Late Night Brush with Fame
When I lived in New York City I was a celebrity magnet - just ask my friend Tronny. I couldn't walk down the street without seeing Paul Rudd, Henry Winkler, Linda Evangelista, etc. Now that I have been living in San Francisco my "celebrity" sitings are now confined to seeing guys from porn movies I have watched. This may sound hot but trust me, most of them do not look that good in person (way NSFW links ahead!). I have seen all of 4 that don't look majorly torn up in real life. Tragic.
Anyways, last night Red and I were enjoying a late-ish post-band practice, post-humping meal at Sparky's and I saw this male-n-female couple come in and sit two booths behind us. The guy looked annoyingly familiar and I was positive I had seen him on TV or in a movie before. My brain went through it's mental rolodex of useless movie and TV trivia. I have a ton of it stored in my mind and I am convinced it takes up all the space that would normally allow me to remember people's birthdays, which I suck at. I am like Kelly Bundy in that one episode of Married With Children where she learns all that new information to go on a TV game show but they show how it is actually pushing old information out of her brain and she ends up forgetting what her Dad does for a living, which is the final question and thus she loses the game. See what I mean?
After staring at Mr. Potentially Celeb it finally hit me and I whisper to Red "I think he was that dude in Showgirls who picks her up hitchhiking at the beginning and end of the movie!" He wasn't 100% sure but I was set to IMDB him when I got home and find out for sure.
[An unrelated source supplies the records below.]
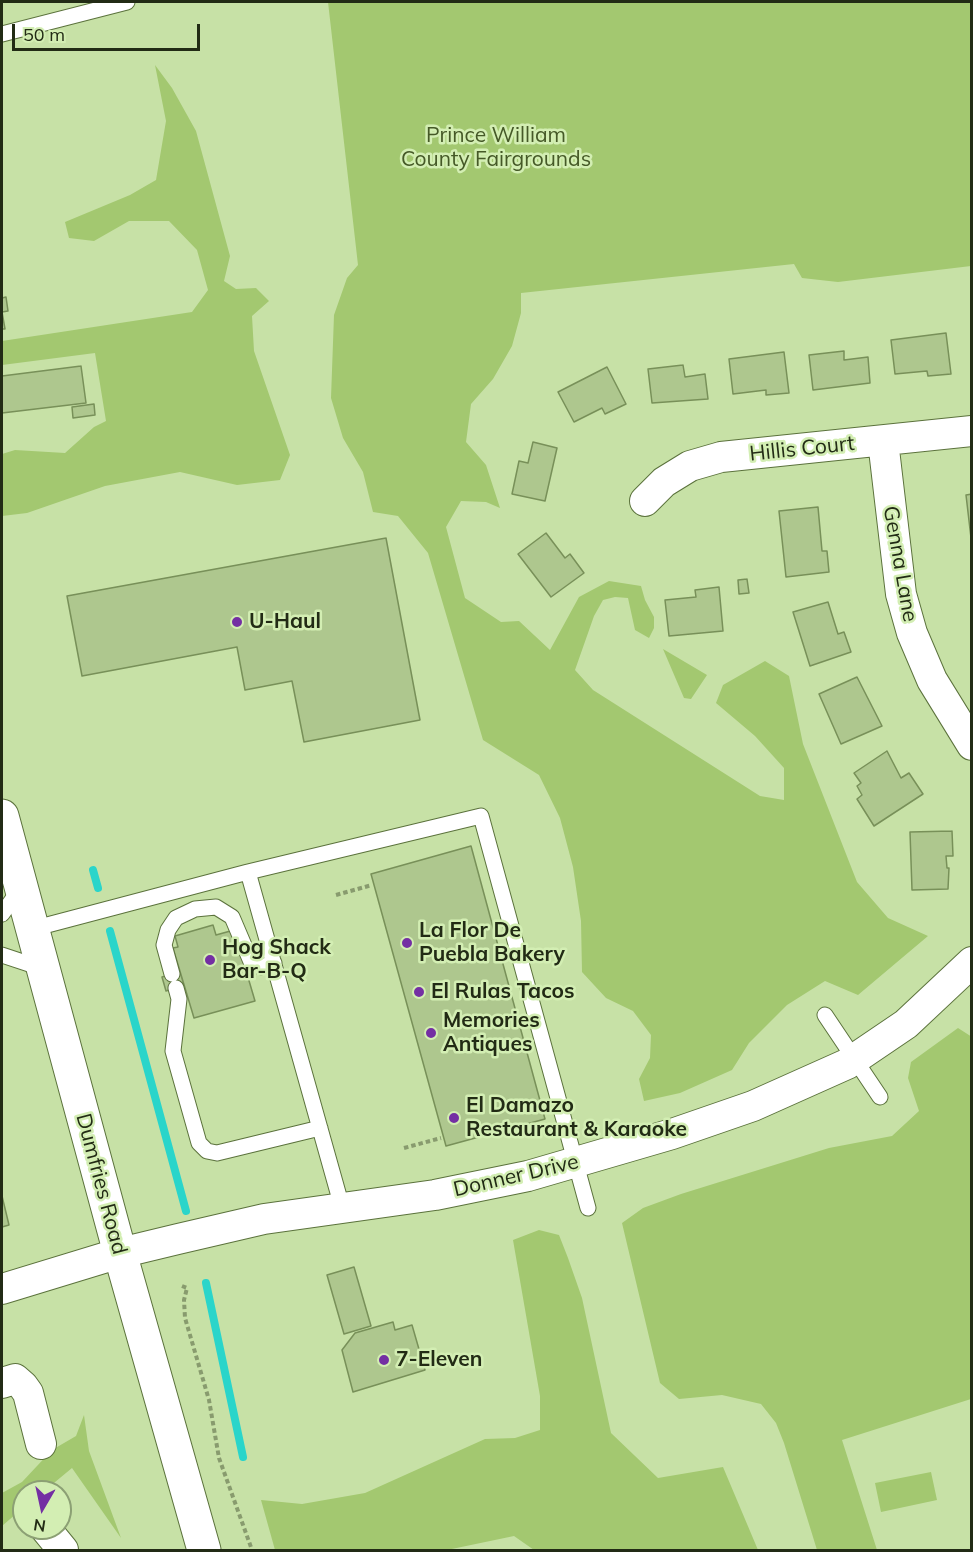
<!DOCTYPE html>
<html>
<head>
<meta charset="utf-8">
<style>
	body { margin:0 }
	#map { position:relative; width:973px; height:1552px; overflow:hidden; background:#c7e1a6; font-family:Mulish,sans-serif }
	canvas { display:block }
	.frame { position:absolute; inset:0; border:3px solid #222b15; pointer-events:none }
	.north { position:absolute; left:12px; top:1480px; width:60px; height:60px; box-sizing:border-box; background:#d3eeb3; border:2px solid #8ca074; border-radius:50%; rotate:189deg; font-size:16px; font-weight:700; line-height:24px; text-align:center; color:#222b15 }
	.north::after { content:''; display:block; margin:auto; width:21px; height:27px; background:#742fa3; clip-path:polygon(50% 0,100% 100%,50% 72%,0 100%) }
	.scale { position:absolute; left:12px; top:24px; width:188px; height:27px; box-sizing:border-box; border:3px solid #222b15; border-top:0; padding-left:8px; font-size:18px; line-height:21px; white-space:nowrap; color:#222b15; -webkit-text-stroke:4px #d3eeb3; paint-order:stroke }
</style>
</head>
<body>
<div id="map">
<canvas width="973" height="1552"></canvas>
<div class="frame"></div>
<div class="north">N</div>
<div class="scale">50 m</div>
</div>
<script>
const g = document.querySelector('canvas').getContext('2d');
g.lineJoin = 'round';
function fillPath(path, color) {
  g.fillStyle = color;
  g.fill(path, 'evenodd');
}
function toPath(rows) {
  const path = new Path2D();
  for (const r of rows) {
    path.moveTo(r[0], r[1]);
    for (let i = 2; i < r.length; i += 2) path.lineTo(r[i], r[i + 1]);
  }
  return path;
}
function strokePath(path, color, width, dash) {
  g.strokeStyle = color;
  g.lineWidth = width;
  g.lineCap = dash ? 'butt' : 'round';
  g.setLineDash(dash || []);
  g.stroke(path);
}
function drawText(font, color, halo, rows, align = 'center') {
  g.font = font + ' Mulish,sans-serif';
  g.lineWidth = 5;
  g.setLineDash([]);
  g.textBaseline = 'middle';
  g.strokeStyle = halo;
  g.fillStyle = color;
  for (const [text, x, y, turn = 0] of rows) {
    g.save();
    g.translate(x, y);
    g.rotate((+turn || 0) * Math.PI / 180);
    g.textAlign = isNaN(turn) ? turn : align;
    if (halo) g.strokeText(text, 0, 0);
    g.fillText(text, 0, 0);
    g.restore();
  }
}
fillPath(toPath([
	[328,2,971,2,971,266,838,282,802,278,794,264,521,293,521,313,512,346,493,379,471,404,466,442,486,465,500,508,486,502,461,501,446,527,465,598,501,622,519,621,550,650,579,597,609,581,641,586,645,600,654,617,654,628,649,638,635,630,628,598,615,597,603,600,594,616,575,670,593,690,760,796,784,800,784,768,755,736,716,703,723,685,765,661,789,676,803,744,857,882,888,918,928,936,858,995,825,981,787,1005,749,1043,732,1070,680,1093,644,1101,639,1079,650,1058,651,1035,633,1011,606,998,582,972,581,921,573,867,560,818,539,775,483,740,428,553,398,516,373,512,363,472,343,438,331,398,334,315,347,278,358,265],
	[155,65,172,88,196,131,230,256,224,281,236,289,256,288,269,301,252,316,254,351,290,455,280,480,237,485,180,472,105,486,27,513,2,516,2,454,15,450,65,453,94,427,106,421,95,353,2,365,2,341,192,312,208,290,197,250,169,221,129,221,94,241,69,238,65,222,130,195,156,180,166,121],
	[663,649,707,675,691,699,684,698],
	[958,1028,972,1037,971,1399,842,1440,877,1550,817,1550,784,1443,776,1423,761,1404,722,1395,679,1399,660,1383,622,1223,643,1208,681,1194,829,1148,892,1136,919,1111,908,1078,911,1062],
	[539,1230,559,1235,568,1258,582,1298,611,1433,658,1478,723,1467,758,1550,534,1550,514,1536,447,1550,275,1550,261,1500,302,1504,365,1493,485,1439,515,1438,540,1430,540,1396,513,1240],
	[84,1415,89,1451,121,1538,72,1468,43,1492,24,1492,24,1507,2,1526,2,1493,22,1482,52,1450,76,1436],
	[931,1472,937,1500,881,1512,875,1483]
]), '#a3c870');
strokePath(toPath([
	[93,870,98,888],
	[110,931,186,1211],
	[206,1283,243,1457]
]), '#2ad5ca', 8);
const building = toPath([
	[6,297,8,311,2,312,5,329,2,329,2,298,6,297],
	[946,333,951,374,928,376,927,371,895,374,891,340,946,333],
	[844,351,844,360,868,357,870,383,813,390,809,355,844,351],
	[784,352,789,393,766,395,766,390,733,394,729,359,784,352],
	[683,365,685,377,705,374,708,399,652,403,648,369,683,365],
	[81,366,86,403,2,413,2,376,81,366],
	[607,367,626,404,605,414,602,408,574,422,558,392,607,367],
	[94,404,95,415,73,418,72,407,94,404],
	[533,442,557,448,545,501,512,494,519,461,528,463,533,442],
	[972,494,972,538,971,538,966,495,972,494],
	[818,507,822,551,827,551,829,572,786,577,779,511,818,507],
	[546,533,565,558,570,554,584,573,551,597,518,554,546,533],
	[386,538,420,720,304,742,292,681,245,690,237,647,82,676,67,596,386,538],
	[747,579,749,593,739,594,738,580,747,579],
	[719,587,723,631,669,636,665,600,696,597,695,590,719,587],
	[828,602,838,634,844,632,851,652,810,666,793,612,828,602],
	[857,677,882,726,841,744,819,694,857,677],
	[887,751,901,778,909,773,923,794,874,826,857,799,862,795,857,786,861,783,854,773,887,751],
	[952,831,953,856,946,856,947,868,949,868,948,889,912,890,910,832,952,831],
	[471,846,545,1119,446,1146,371,874,471,846],
	[213,925,216,935,234,930,255,1001,194,1018,173,948,178,947,175,936,213,925],
	[180,972,184,985,166,991,162,977,180,972],
	[2,1196,9,1225,2,1227,2,1196],
	[354,1267,371,1326,344,1334,327,1275,354,1267],
	[393,1322,395,1330,412,1325,425,1370,353,1392,342,1350,355,1333,393,1322]
]);
fillPath(building, '#aec78e');
strokePath(building, '#789059', 1.5);
const service = toPath([
	[2,34,127,2],
	[248,872,342,1207],
	[2,914,20,889],
	[32,929,248,872,481,816,588,1208],
	[2,955,41,968],
	[172,974,164,945,168,930,176,918,195,909,216,907,232,917,252,964,261,967,274,963],
	[176,988,179,999,173,1051,199,1143,207,1151,217,1153,320,1128],
	[825,1015,880,1097]
]);
const minor = toPath([
	[883,441,901,594,912,633,932,680,972,745],
	[645,501,664,482,690,466,721,457,972,431],
	[2,1289,120,1253,178,1239,264,1219,435,1195,528,1176,672,1134,753,1106,847,1064,906,1024,972,962],
	[2,1383,15,1379,23,1386,28,1393,41,1444],
	[45,1528,63,1550]
]);
const primary = toPath([
	[2,816,120,1253,204,1550]
]);
strokePath(service, '#5b723c', 17);
strokePath(minor, '#5b723c', 32);
strokePath(primary, '#5b723c', 35);
strokePath(toPath([
	[336,895,372,885],
	[404,1148,441,1138],
	[182,1286,187,1288,184,1300,185,1318,209,1400,219,1458,252,1550]
]), '#889b6e', 4, [4.5, 3]);
strokePath(service, '#fff', 15);
strokePath(minor, '#fff', 30);
strokePath(primary, '#fff', 33);
for (const [x, y, r, color] of [
	[237,622,6,"#742fa3"],
	[407,943,6,"#742fa3"],
	[210,960,6,"#742fa3"],
	[419,992,6,"#742fa3"],
	[431,1033,6,"#742fa3"],
	[454,1118,6,"#742fa3"],
	[384,1360,6,"#742fa3"]
]) {
  const dot = new Path2D();
  dot.arc(x, y, r, 0, 2 * Math.PI);
  g.fillStyle = color;
  g.fill(dot);
  strokePath(dot, '#d3eeb3', 2);
}
drawText('21px', '#455927', '#d3eeb3', [
	["Prince William",496,136],
	["County Fairgrounds",496,160]
]);
drawText('21px', '#222b15', '#d3eeb3', [
	["Hillis Court",802,449,-6],
	["Genna Lane",900,564,80],
	["Donner Drive",516,1176,-13],
	["Dumfries Road",101,1184,75]
]);
drawText('bold 21px', '#222b15', '#d3eeb3', [
	["U-Haul",249,622],
	["La Flor De",419,931],
	["Puebla Bakery",419,955],
	["Hog Shack",222,948],
	["Bar-B-Q",222,972],
	["El Rulas Tacos",431,992],
	["Memories",443,1021],
	["Antiques",443,1045],
	["El Damazo",466,1106],
	["Restaurant & Karaoke",466,1130],
	["7-Eleven",396,1360]
], 'left');
</script>
</body>
</html>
And I was right! I had seen the one, the only, Dewey Weber who played "Jeff", the guy who picks Nomi Malone up hitchhiking at the beginning and end of Showgirls, one of the best worst movies ever made. This is him and it's pretty much what he looks like now:
He is actually pretty handsome in person. As you can see from his IMDB resume he is no mega-star. But that is why I wish all the more that I had gone up and asked him if he was indeed that guy from Showgirls. Maybe it would've made his night to be recognized. Or, more likely, he would stare at me with pain and exasperation that I had remembered his role in such a tragically embarassing film.